Scripture Stats -- Fascinating Facts About the Standard Works
Key Takeaway
Numbers tell stories. The Latter-day Saint scriptural canon contains over 41,000 verses across five standard works, and the patterns hidden in those numbers shed light on emphasis, authorship, and divine design.
Most scripture readers never stop to consider the raw dimensions of the text they hold. The Bible alone contains 31,102 verses in the KJV -- 23,145 in the Old Testament and 7,957 in the New Testament. The Book of Mormon adds 6,604 verses. The Doctrine and Covenants contributes 3,654, and the Pearl of Great Price, the smallest standard work, adds 520. Together, these volumes comprise a library of over 41,000 verses that span thousands of years of prophetic witness.
Some of the most instructive statistics involve proportion. The book of Psalms is the longest book in the Bible by chapter count (150 chapters), yet the book of Jeremiah surpasses it in total word count. In the Book of Mormon, Alma is the longest book by a wide margin, containing roughly a third of the entire volume. This means that the period of the judges and the ministry of Alma the Younger receive more narrative attention than any other era in Nephite history -- a deliberate editorial choice by Mormon, who abridged the record.
Verse length varies dramatically. The shortest verse in the KJV is the well-known "Jesus wept" (John 11:35), at just two words. The longest verse in the Book of Mormon is found in Alma 36:2, which extends to over sixty words in a single sentence as Alma begins his testimony to his son Helaman.

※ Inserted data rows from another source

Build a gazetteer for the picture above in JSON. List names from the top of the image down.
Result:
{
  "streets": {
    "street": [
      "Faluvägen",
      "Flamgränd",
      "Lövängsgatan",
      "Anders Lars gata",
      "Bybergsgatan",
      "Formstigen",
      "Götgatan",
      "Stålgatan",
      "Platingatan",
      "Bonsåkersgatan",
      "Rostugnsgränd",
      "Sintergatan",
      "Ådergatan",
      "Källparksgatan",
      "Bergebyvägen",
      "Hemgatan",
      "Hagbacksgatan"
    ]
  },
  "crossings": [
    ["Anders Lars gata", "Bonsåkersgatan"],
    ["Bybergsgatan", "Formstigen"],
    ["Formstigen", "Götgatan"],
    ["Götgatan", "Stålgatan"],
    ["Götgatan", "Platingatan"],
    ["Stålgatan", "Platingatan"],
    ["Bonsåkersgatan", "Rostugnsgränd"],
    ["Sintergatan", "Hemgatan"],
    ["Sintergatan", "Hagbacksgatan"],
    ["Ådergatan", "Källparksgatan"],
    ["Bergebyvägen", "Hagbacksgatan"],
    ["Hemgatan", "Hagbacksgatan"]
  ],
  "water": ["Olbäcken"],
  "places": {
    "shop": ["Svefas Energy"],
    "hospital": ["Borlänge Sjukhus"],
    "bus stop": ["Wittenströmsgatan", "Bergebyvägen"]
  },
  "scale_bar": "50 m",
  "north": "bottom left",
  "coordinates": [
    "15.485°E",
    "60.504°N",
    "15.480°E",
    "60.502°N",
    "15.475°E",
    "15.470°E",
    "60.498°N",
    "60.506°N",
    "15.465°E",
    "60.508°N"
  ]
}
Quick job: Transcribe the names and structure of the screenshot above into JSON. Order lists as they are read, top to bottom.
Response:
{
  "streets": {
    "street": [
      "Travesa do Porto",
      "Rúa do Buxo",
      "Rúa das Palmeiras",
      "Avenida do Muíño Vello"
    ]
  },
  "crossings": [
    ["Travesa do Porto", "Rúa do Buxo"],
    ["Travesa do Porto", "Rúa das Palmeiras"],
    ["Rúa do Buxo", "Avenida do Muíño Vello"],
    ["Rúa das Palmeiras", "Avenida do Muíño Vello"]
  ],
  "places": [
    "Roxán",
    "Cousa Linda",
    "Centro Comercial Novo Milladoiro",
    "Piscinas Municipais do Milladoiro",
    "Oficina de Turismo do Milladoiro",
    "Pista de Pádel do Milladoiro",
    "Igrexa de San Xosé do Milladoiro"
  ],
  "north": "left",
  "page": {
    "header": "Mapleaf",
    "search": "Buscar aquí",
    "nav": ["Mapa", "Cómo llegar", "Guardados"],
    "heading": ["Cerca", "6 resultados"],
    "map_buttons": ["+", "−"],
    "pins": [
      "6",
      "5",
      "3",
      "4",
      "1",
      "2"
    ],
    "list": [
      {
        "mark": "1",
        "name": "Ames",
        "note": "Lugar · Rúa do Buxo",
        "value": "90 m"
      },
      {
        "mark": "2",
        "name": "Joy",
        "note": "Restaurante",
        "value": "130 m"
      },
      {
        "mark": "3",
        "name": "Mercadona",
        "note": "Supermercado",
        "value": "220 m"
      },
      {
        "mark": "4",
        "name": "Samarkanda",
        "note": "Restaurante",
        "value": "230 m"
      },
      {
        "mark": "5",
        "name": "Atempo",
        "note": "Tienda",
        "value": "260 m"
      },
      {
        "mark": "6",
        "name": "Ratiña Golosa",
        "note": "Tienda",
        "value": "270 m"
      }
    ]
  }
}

These extremes highlight the range of literary style within the canon: terse narrative on one end, expansive prophetic discourse on the other.
Word frequency analysis reveals theological priorities. The word "covenant" appears 319 times across the standard works. "Faith" appears over 500 times. "Jesus" or "Christ" appears in some form in nearly every chapter of the Book of Mormon, consistent with its stated purpose as "another testament of Jesus Christ." The Doctrine and Covenants uses the word "commandment" more frequently per verse than any other standard work, which fits its nature as a book of direct divine instruction to a modern church.
Scripture Stats makes these patterns accessible at a glance. Instead of reading passively, you can ask quantitative questions: Which books received the most editorial attention? Which prophets wrote the most? Where does the text spend its energy? The answers do not replace devotional reading, but they add a structural awareness that deepens every future encounter with the text.